“Poor guy… only 2 years old but have been through so much already”.
That was what Dr. Yeo the vet said to me yesterday when I brought Cuteness in for a checkup as he was not eating. She’s right. He has been through so much in his 2 years. He lost all his family. 2 of his siblings died the first few weeks they were born. His mother left him at my house and before he was even a year old, his only surviving sister died of unknown reason.
After surviving his first year without any serious illnesses, a few months after he turned 2, he was diagnosed with 2 fatal infections on separate occasions and I just found out a possibility of him being diagnosed with a 3rd also fatal infection. After having survived the first one and still fighting with the 2nd illness, I don’t know if I have the strength or the courage to face the 3rd though I hope and I pray that Cuteness does. He is my little fighter after all.
But I pray even harder that he won’t even get that infection. Not that I won’t be there for him if he does. It’s just that I cannot bear to see him suffer. He’s been hospitalized twice and was put on house arrest twice. Now he will be kept inside permanently because of his condition although I know how much he loves to go out. My baby who once has a voracious appetite and who was slightly overweight is now losing weight rapidly and has to be force feed because he won’t eat on his own. On top of that, he has to take his medication.
I hate putting him through such stress but I don’t know what else to do. All I know is that I can’t just stand by and watch him deteriorate and not do anything. I hate having to say no to him every time he wants to go outside. I hate having to hold him down just to feed him or to give him a drink or worse to force some pills down his throat. I hate seeing him so tired and listless but most of all, I hate feeling so helpless and how every time I look into his eyes all I can think is about losing him.

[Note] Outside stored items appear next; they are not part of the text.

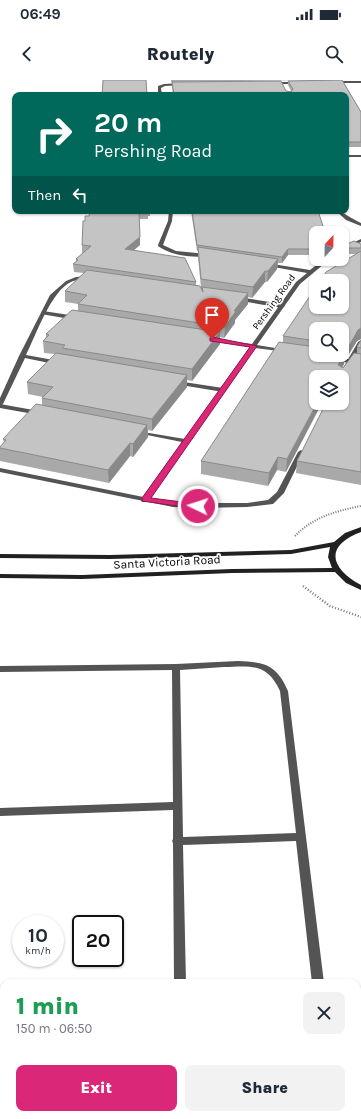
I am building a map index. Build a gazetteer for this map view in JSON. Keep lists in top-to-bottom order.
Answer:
{
  "streets": {
    "street": ["Pershing Road", "Santa Victoria Road"]
  },
  "north": "top",
  "page": {
    "status": "06:49",
    "header": "Routely",
    "turn": ["20 m", "Pershing Road"],
    "then": "Then",
    "speed": "10 km/h",
    "limit": "20",
    "heading": ["1 min", "150 m · 06:50"],
    "buttons": ["Exit", "Share"]
  }
}
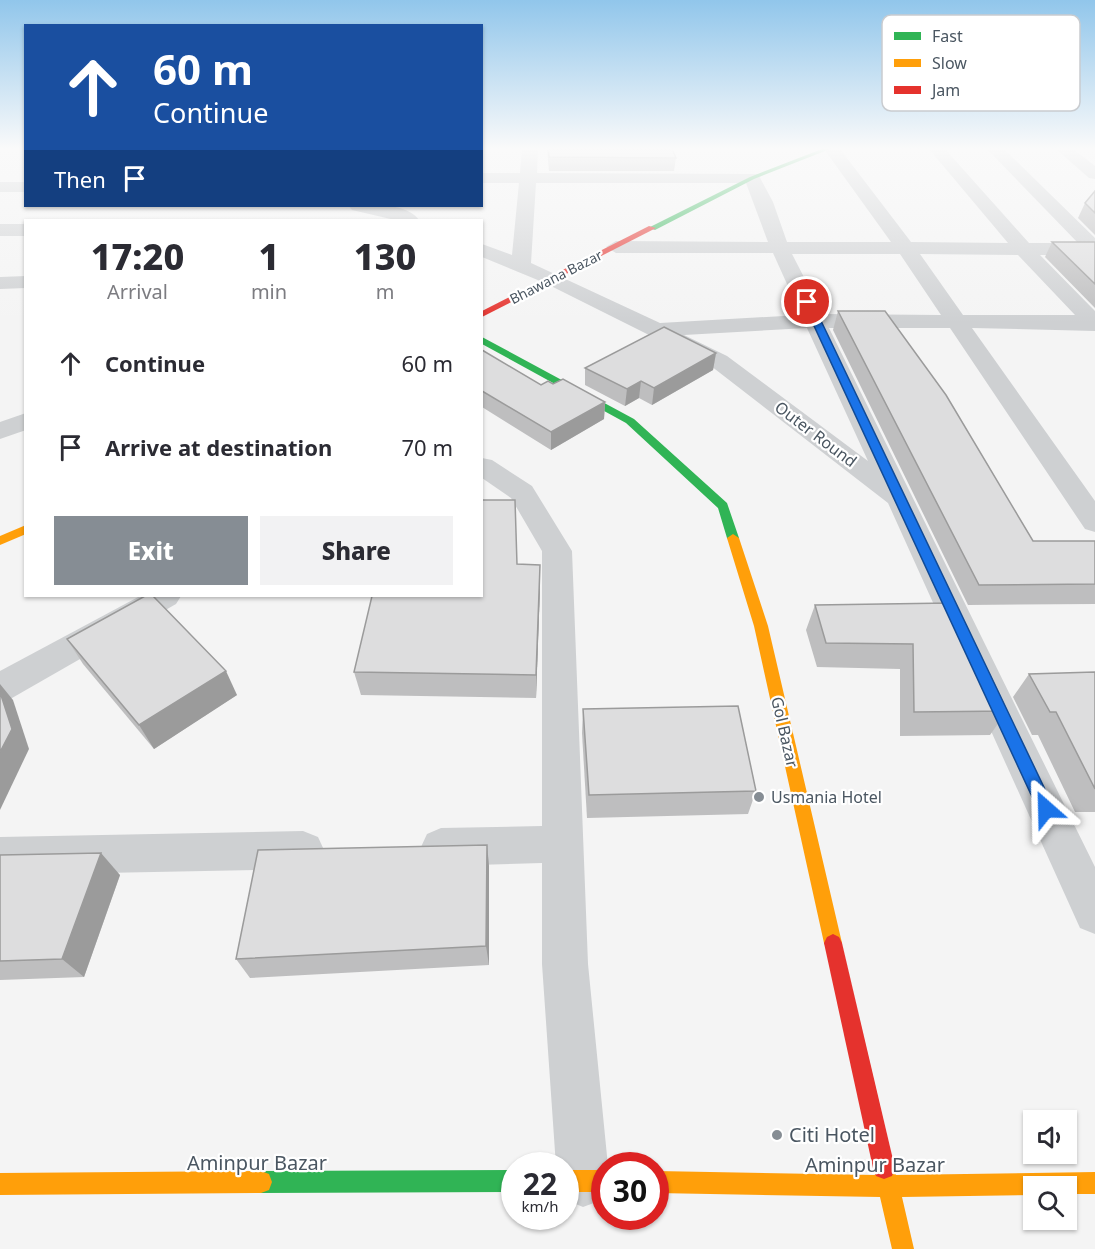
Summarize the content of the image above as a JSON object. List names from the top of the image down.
{
  "streets": {
    "street": [
      "Bhawana Bazar",
      "Outer Round",
      "Gol Bazar",
      "Aminpur Bazar"
    ]
  },
  "crossings": [
    ["Bhawana Bazar", "Outer Round"],
    ["Gol Bazar", "Aminpur Bazar"]
  ],
  "places": ["Usmania Hotel", "Citi Hotel"],
  "legend": ["Fast", "Slow", "Jam"],
  "page": {
    "turn": ["60 m", "Continue"],
    "then": "Then",
    "eta": [
      "17:20",
      "Arrival",
      "1",
      "min",
      "130",
      "m"
    ],
    "list": [
      {
        "name": "Continue",
        "value": "60 m"
      },
      {
        "name": "Arrive at destination",
        "value": "70 m"
      }
    ],
    "buttons": ["Exit", "Share"],
    "speed": "22 km/h",
    "limit": "30"
  }
}
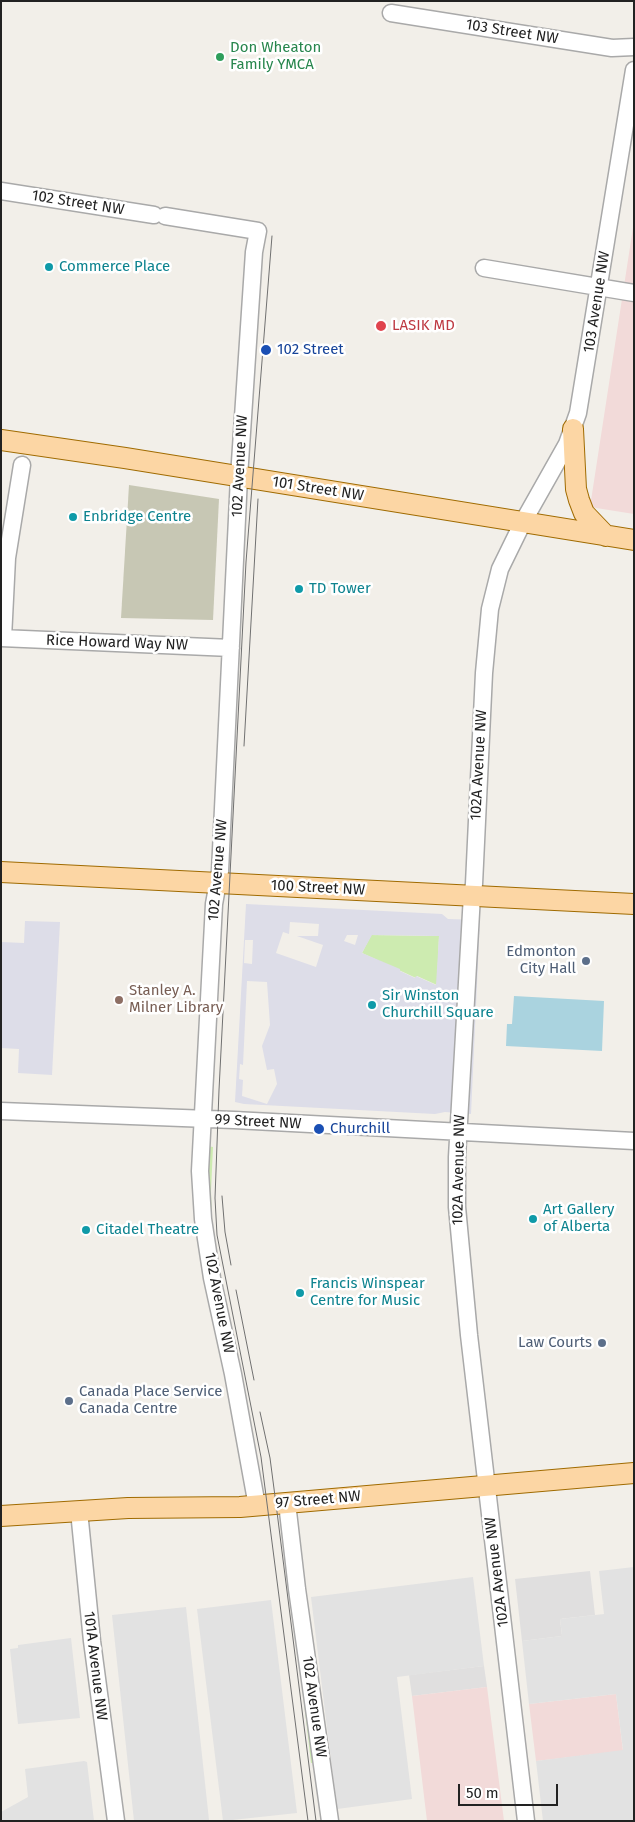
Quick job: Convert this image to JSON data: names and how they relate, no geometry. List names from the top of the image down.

Some people don’t understand why this is such a big deal. He is just a cat after all. The mention of a cat being hospitalized and having leukemia might seem cute or funny to some people but there is nothing cute or funny about it. The cats and their illnesses are as real as you and me. And they do feel pain and suffer though they are good at hiding it. It’s not a joke. I’m not angry and I’m not blaming. I appreciate the fact that some people are fond of some things and some other people are fond of other things but I do hope that they also appreciate that some people have pets and those pets are loved, cared for and are very much a part of the family and when something or someone that you care deeply about is seriously sick, I’m sure you will do everything you can to make them better. And on the unfortunate occasion that you do lose them, you will grieve. And I’m sure as hell I can’t find anything funny about caring for and/or losing something you love, whatever or whoever it may be.